Collection entries:

********

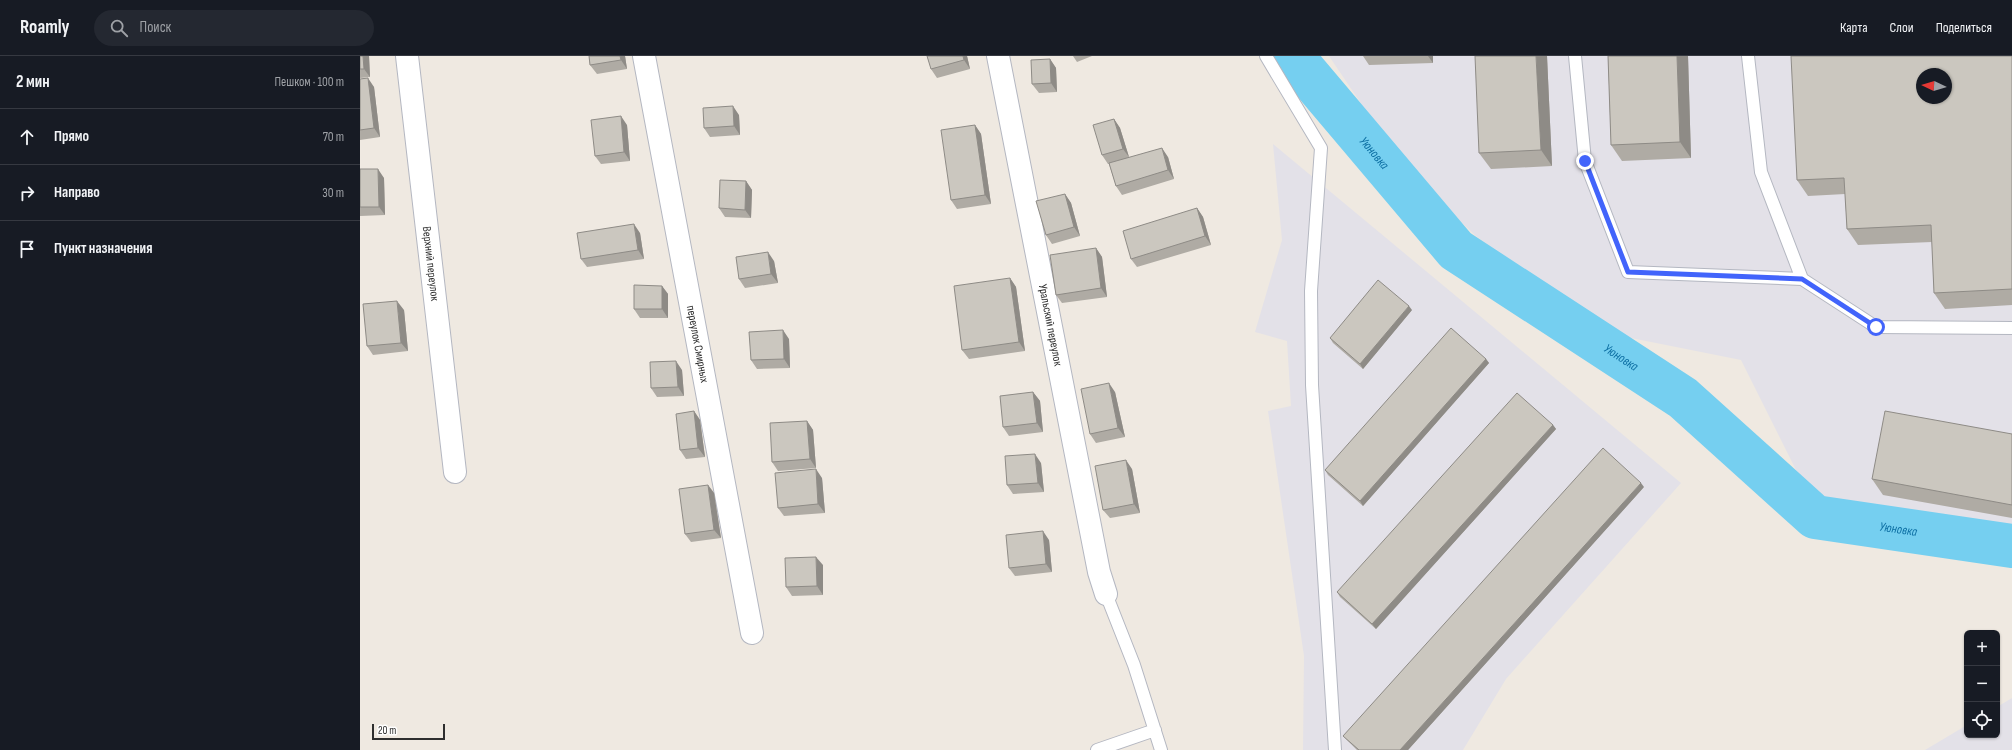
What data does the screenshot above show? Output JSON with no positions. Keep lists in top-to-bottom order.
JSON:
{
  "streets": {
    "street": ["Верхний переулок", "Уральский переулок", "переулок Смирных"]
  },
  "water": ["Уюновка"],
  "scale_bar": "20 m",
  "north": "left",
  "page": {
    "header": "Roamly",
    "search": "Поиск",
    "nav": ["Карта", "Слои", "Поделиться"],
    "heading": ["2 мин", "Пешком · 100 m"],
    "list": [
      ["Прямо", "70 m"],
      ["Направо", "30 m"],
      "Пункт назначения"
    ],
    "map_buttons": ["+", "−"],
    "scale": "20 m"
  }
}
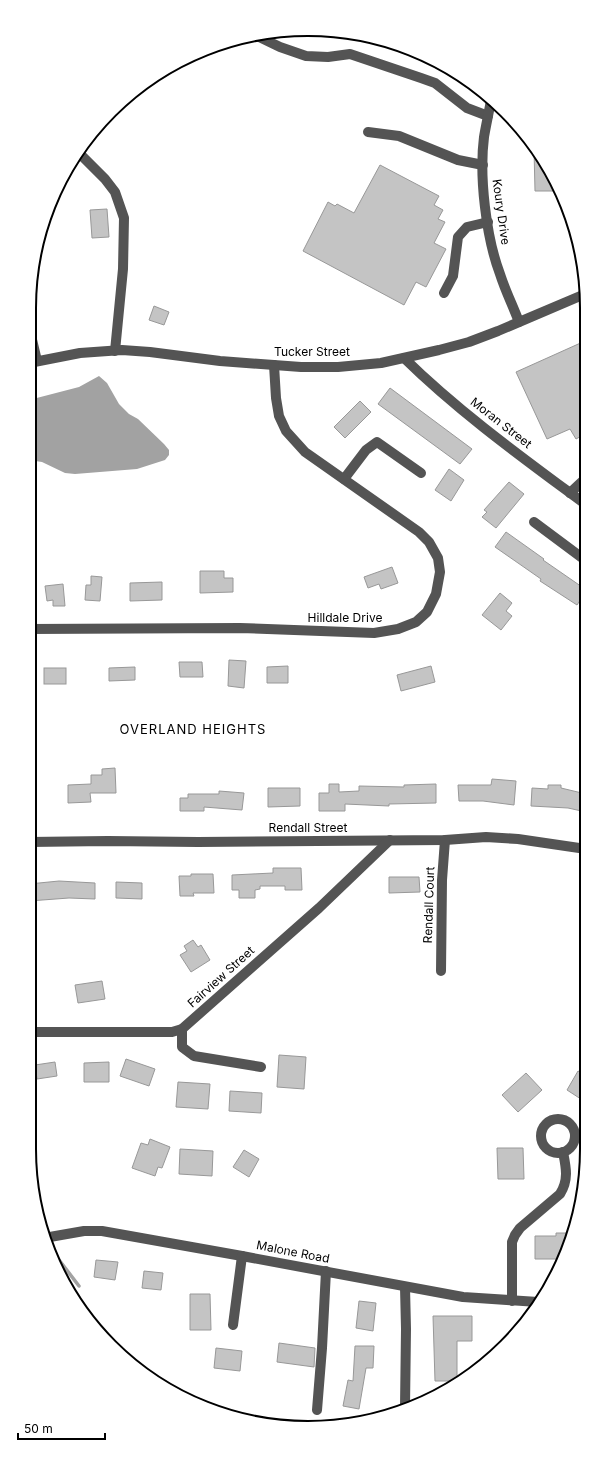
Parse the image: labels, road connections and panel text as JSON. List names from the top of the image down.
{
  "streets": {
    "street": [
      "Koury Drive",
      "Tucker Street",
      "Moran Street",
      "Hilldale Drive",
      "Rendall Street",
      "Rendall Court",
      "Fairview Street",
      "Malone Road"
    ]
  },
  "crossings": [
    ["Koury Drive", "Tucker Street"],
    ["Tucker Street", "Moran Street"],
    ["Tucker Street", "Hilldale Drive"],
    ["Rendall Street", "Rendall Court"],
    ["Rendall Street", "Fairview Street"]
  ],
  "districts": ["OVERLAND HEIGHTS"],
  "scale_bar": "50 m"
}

********

§ **TASK INSTRUCTIONS**
The data above should be repeated in full and exactly, with no pictures carried over.

§ **FINISHED EXERCISE**
What data does the screenshot above show? Output JSON with no positions. Keep lists in top-to-bottom order.
JSON:
{
  "streets": {
    "street": ["Верхний переулок", "Уральский переулок", "переулок Смирных"]
  },
  "water": ["Уюновка"],
  "scale_bar": "20 m",
  "north": "left",
  "page": {
    "header": "Roamly",
    "search": "Поиск",
    "nav": ["Карта", "Слои", "Поделиться"],
    "heading": ["2 мин", "Пешком · 100 m"],
    "list": [
      ["Прямо", "70 m"],
      ["Направо", "30 m"],
      "Пункт назначения"
    ],
    "map_buttons": ["+", "−"],
    "scale": "20 m"
  }
}
Parse the image: labels, road connections and panel text as JSON. List names from the top of the image down.
{
  "streets": {
    "street": [
      "Koury Drive",
      "Tucker Street",
      "Moran Street",
      "Hilldale Drive",
      "Rendall Street",
      "Rendall Court",
      "Fairview Street",
      "Malone Road"
    ]
  },
  "crossings": [
    ["Koury Drive", "Tucker Street"],
    ["Tucker Street", "Moran Street"],
    ["Tucker Street", "Hilldale Drive"],
    ["Rendall Street", "Rendall Court"],
    ["Rendall Street", "Fairview Street"]
  ],
  "districts": ["OVERLAND HEIGHTS"],
  "scale_bar": "50 m"
}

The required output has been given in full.